The accompanying decrease in the years following came as RAIN closed the medical case management program to create its own “more sustainable” service, Smith said. Fundraising, though, has remained stable, Smith said, adding that the group still faces some challenges.
“Like all non-profits that were hit by the 2009 recession, RAIN worked at sustaining the services we were offering our clients and community,” Smith said. “RAIN has worked tirelessly to be on a sustainable path and we are currently doing that through partnerships and strategic planning such as our recent move to the CFSC (Children and Family Services Center) last September.”
Only one local organization saw significant decreases in its revenue. The LGBT Community Center of Charlotte’s four-percent decline in 2013 is one in a string of recent declining revenue years. Center revenues peaked at $108,263 in 2011, bolstered by a sharp increase in Pride Charlotte fundraising that year, the first time the event was held in Uptown. In 2012, the center’s revenue dropped 50 percent, after Pride Charlotte activities broke even after expanding to two days in anticipation of its 2013 parade. [Ed. Note — This writer served several years on the volunteer committee of Pride Charlotte and board of Charlotte Pride.]
In all, the center’s revenue in 2013 represented a 35 percent decline over revenue in 2008. While revenue was dropping, center leaders increased their expenses by 30 percent during the same five-year period. : :
Context and background:
Editor Matt Comer shares important background facts and context for this year’s Community Assessment Survey, in addition to some personal analysis and takeaways from this year’s data. Read more in the Editor’s Note column.
Chart Notes (at top):
Unless otherwise specified, all financial data represents that which was reported on a Form 990 for fiscal calendar year 2013.
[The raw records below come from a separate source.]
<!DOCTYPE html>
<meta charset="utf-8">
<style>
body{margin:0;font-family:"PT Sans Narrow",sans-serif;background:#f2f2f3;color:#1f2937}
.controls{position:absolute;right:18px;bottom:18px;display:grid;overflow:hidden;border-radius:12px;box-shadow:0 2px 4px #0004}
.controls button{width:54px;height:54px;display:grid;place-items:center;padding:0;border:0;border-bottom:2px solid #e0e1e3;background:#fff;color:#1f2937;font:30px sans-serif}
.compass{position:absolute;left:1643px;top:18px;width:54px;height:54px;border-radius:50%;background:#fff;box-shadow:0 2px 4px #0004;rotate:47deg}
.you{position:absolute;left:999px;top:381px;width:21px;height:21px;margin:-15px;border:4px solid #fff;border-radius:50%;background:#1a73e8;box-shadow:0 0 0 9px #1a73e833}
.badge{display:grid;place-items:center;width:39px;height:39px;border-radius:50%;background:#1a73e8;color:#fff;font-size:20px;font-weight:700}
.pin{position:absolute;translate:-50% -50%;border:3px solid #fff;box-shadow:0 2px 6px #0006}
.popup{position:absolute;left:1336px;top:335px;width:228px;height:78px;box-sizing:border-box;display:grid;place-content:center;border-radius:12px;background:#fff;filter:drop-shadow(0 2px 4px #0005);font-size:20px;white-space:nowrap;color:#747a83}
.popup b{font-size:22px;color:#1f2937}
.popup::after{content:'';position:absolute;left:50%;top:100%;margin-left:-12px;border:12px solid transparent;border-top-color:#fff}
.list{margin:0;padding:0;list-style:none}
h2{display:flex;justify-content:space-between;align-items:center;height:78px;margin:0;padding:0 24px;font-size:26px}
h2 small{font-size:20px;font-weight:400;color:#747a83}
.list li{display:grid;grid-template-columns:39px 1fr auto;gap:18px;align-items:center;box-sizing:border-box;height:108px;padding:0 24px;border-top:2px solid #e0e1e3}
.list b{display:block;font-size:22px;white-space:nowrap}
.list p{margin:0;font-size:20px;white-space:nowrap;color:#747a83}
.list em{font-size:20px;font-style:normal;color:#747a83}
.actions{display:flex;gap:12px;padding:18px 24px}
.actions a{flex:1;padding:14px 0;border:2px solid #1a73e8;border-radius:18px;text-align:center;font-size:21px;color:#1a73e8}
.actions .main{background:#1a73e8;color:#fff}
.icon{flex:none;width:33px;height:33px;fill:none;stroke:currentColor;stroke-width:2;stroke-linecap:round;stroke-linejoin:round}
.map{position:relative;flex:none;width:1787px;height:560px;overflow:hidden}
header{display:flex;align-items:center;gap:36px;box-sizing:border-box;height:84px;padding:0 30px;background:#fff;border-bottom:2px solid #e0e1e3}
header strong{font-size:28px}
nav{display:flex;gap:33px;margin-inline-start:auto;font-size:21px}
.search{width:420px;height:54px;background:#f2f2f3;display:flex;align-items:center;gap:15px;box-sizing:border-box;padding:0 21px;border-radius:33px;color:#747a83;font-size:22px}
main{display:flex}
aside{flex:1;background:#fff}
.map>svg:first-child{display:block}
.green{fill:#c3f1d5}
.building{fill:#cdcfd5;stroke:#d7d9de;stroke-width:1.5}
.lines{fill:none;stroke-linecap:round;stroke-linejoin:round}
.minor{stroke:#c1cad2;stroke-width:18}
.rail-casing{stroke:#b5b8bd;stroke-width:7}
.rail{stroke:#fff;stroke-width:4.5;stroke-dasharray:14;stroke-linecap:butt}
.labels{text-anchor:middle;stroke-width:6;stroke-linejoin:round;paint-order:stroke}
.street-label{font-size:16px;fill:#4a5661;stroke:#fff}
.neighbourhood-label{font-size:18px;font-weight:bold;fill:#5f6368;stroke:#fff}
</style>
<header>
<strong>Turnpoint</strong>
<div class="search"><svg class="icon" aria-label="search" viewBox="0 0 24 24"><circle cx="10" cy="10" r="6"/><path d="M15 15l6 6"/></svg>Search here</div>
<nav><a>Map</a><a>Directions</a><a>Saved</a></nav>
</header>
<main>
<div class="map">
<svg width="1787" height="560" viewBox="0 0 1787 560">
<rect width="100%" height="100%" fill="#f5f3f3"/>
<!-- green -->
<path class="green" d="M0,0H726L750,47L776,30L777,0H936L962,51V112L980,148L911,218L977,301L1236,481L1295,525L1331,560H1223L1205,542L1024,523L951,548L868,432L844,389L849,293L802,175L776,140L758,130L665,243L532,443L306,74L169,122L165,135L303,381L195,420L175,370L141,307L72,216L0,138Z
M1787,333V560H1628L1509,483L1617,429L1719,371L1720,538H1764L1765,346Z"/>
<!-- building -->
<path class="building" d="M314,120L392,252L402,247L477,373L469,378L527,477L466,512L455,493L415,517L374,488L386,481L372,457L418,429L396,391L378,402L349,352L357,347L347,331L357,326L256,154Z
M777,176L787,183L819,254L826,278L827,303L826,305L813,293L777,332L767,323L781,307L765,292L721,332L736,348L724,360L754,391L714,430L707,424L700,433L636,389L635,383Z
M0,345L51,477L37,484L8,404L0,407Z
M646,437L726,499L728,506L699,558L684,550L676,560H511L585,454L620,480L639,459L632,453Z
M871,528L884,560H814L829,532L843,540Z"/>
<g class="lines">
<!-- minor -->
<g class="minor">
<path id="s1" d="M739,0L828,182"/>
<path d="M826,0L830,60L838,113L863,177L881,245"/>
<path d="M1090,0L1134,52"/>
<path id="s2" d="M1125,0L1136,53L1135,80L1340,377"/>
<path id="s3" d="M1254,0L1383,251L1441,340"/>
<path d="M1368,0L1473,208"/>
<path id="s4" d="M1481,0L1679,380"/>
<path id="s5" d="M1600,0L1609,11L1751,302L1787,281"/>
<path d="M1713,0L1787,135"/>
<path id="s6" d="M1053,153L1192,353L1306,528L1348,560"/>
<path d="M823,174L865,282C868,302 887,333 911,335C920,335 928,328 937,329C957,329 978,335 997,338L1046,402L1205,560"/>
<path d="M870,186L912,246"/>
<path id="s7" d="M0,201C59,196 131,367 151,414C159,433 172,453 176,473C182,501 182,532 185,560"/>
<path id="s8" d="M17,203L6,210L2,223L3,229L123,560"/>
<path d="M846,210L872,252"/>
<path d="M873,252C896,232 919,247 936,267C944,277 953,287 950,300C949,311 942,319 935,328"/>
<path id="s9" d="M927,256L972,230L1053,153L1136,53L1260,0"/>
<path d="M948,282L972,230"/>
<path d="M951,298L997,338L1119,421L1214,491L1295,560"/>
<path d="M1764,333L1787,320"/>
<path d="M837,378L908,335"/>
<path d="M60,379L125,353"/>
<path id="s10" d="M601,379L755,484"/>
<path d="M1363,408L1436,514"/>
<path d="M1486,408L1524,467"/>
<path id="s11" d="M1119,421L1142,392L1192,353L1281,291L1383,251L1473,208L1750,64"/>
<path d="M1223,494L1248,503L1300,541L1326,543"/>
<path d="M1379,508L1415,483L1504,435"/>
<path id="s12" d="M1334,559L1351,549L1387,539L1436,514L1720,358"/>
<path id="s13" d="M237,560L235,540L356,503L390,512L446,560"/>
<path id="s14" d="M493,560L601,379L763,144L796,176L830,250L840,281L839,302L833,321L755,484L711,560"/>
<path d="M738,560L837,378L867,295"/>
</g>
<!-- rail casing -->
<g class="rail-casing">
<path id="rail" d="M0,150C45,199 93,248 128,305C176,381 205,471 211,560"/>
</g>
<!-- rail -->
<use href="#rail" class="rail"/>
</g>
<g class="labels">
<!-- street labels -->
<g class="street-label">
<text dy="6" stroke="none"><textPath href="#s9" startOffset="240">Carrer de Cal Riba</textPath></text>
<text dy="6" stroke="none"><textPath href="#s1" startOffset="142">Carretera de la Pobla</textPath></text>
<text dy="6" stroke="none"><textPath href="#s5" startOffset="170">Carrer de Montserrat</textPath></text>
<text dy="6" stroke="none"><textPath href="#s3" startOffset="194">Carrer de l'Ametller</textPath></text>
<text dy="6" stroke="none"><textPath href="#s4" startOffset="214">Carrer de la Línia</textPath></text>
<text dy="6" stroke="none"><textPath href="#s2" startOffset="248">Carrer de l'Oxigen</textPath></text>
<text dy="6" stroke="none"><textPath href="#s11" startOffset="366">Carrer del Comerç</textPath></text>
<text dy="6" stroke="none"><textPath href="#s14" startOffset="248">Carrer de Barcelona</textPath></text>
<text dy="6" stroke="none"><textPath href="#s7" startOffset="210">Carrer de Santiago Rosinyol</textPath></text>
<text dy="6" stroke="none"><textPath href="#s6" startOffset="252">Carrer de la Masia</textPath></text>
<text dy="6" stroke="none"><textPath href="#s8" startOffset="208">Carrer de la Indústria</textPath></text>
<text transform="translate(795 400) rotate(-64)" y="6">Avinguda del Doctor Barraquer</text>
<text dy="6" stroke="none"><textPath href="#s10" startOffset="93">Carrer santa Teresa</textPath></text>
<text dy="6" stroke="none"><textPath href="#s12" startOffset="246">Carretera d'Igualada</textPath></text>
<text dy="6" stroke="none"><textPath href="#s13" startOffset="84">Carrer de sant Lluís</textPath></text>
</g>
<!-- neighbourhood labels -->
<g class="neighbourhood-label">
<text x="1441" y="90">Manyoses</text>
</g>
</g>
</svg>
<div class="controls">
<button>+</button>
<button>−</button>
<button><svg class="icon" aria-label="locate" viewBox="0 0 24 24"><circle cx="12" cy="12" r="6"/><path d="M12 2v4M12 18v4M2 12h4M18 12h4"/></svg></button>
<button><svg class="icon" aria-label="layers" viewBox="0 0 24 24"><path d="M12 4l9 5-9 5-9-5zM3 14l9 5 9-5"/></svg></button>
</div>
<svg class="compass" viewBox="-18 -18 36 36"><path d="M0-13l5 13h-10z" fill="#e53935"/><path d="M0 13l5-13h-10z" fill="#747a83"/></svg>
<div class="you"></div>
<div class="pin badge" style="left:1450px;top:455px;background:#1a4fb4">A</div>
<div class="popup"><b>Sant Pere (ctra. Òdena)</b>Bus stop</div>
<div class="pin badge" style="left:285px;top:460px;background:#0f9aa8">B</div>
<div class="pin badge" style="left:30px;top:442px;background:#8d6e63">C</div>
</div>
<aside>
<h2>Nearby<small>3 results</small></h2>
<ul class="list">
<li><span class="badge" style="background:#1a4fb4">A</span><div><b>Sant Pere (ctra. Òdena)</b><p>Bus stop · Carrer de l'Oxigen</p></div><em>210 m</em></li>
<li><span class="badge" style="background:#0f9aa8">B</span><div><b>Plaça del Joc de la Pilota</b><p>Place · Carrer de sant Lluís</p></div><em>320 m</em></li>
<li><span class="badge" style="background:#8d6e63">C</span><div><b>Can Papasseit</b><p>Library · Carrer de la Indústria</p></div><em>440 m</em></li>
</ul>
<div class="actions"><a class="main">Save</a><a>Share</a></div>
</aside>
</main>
a – For fiscal year July 1, 2012-June 30, 2013
b – Charlotte Black Gay Pride is in the process of requesting reinstatement of its tax-exempt status, which was automatically revoked by the IRS in 2010 after failing to file a Form 990 for three consecutive years. Its event this year was operated under the non-profit fiscal sponsorship of the Center for Black Equity.
c – Small organizations are not required to file full Forms 990 or Forms 990-EZ. These organizations filed a Form 990-N “e-Postcard” with the IRS,
indicating their gross receipts were no greater than $50,000.
d – As reported under “Payroll” and “Rent” in a “Profit & Loss” statement attached to organization’s Form 990. The attached statement also includes $9,240 in contractor fees, $1,684 in electricity costs and $400 for security costs.
e – The organization notes that its revenue and expenses in 2013, like 2012, were unusually high, given the transition of multiple high-level staff and the organization’s transitions after the 2012 anti-LGBT constitutional amendment.
f – Equality North Carolina Foundation shares some expenses with Equality North Carolina and did not record its own occupancy or salary expenses in its Form 990.
g – The Freedom Center for Social Justice’s tax-exempt status was automatically revoked by the IRS this year after failing to file a Form 990 for three consecutive years. The group had its status reinstated in October.
§ – Hearts Beat As One Foundation was founded in April 2014. It has not yet been required to file a Form 990 for its activities this year. Data presented here represents voluntarily submitted, unreviewed and preliminary figures and estimates as of the date of the newspaper’s requests and are not reflective nor predictive of any final accounting to be reported on Hearts Beat As One Foundation’s 2014 Form 990. The foundation also reports donations to charitable causes and organizations represent 81 percent of its expenses as of Nov. 29, 2014.